*** Block opens ***

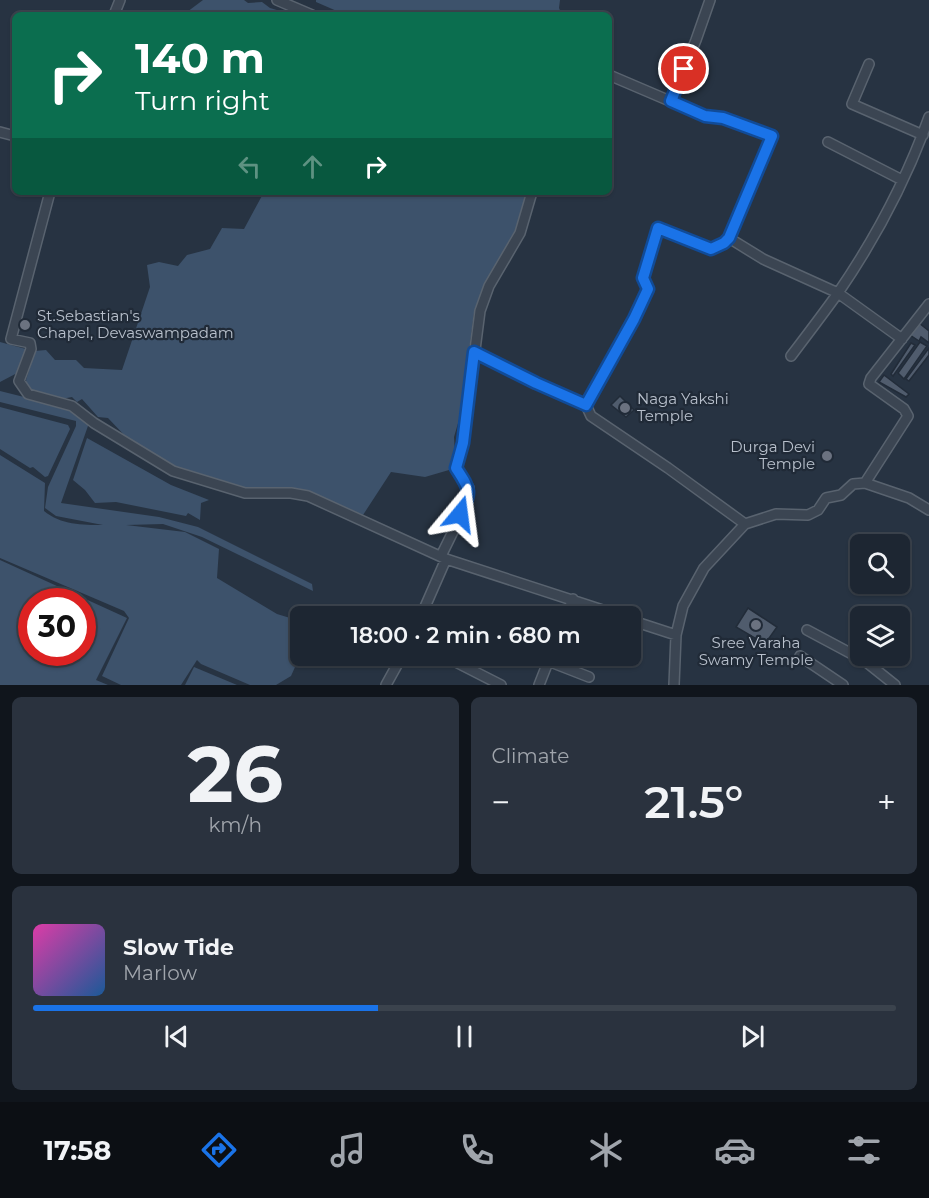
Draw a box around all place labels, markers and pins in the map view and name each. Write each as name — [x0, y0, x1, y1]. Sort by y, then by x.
pin — [658, 43, 709, 94]
place label: St.Sebastian's Chapel, Devaswampadam — [37, 306, 234, 342]
marker: St.Sebastian's Chapel, Devaswampadam — [18, 318, 32, 332]
place label: Naga Yakshi Temple — [637, 389, 729, 425]
marker: Naga Yakshi Temple — [618, 401, 632, 415]
place label: Durga Devi Temple — [730, 437, 815, 473]
marker: Durga Devi Temple — [820, 449, 834, 463]
marker: Sree Varaha Swamy Temple — [749, 618, 763, 632]
place label: Sree Varaha Swamy Temple — [699, 633, 813, 669]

*** Block closes ***

Problem statement:
Reproduce the data word for word, excluding its pictures.

Response below:
Draw a box around all place labels, markers and pins in the map view and name each. Write each as name — [x0, y0, x1, y1]. Sort by y, then by x.
pin — [658, 43, 709, 94]
place label: St.Sebastian's Chapel, Devaswampadam — [37, 306, 234, 342]
marker: St.Sebastian's Chapel, Devaswampadam — [18, 318, 32, 332]
place label: Naga Yakshi Temple — [637, 389, 729, 425]
marker: Naga Yakshi Temple — [618, 401, 632, 415]
place label: Durga Devi Temple — [730, 437, 815, 473]
marker: Durga Devi Temple — [820, 449, 834, 463]
marker: Sree Varaha Swamy Temple — [749, 618, 763, 632]
place label: Sree Varaha Swamy Temple — [699, 633, 813, 669]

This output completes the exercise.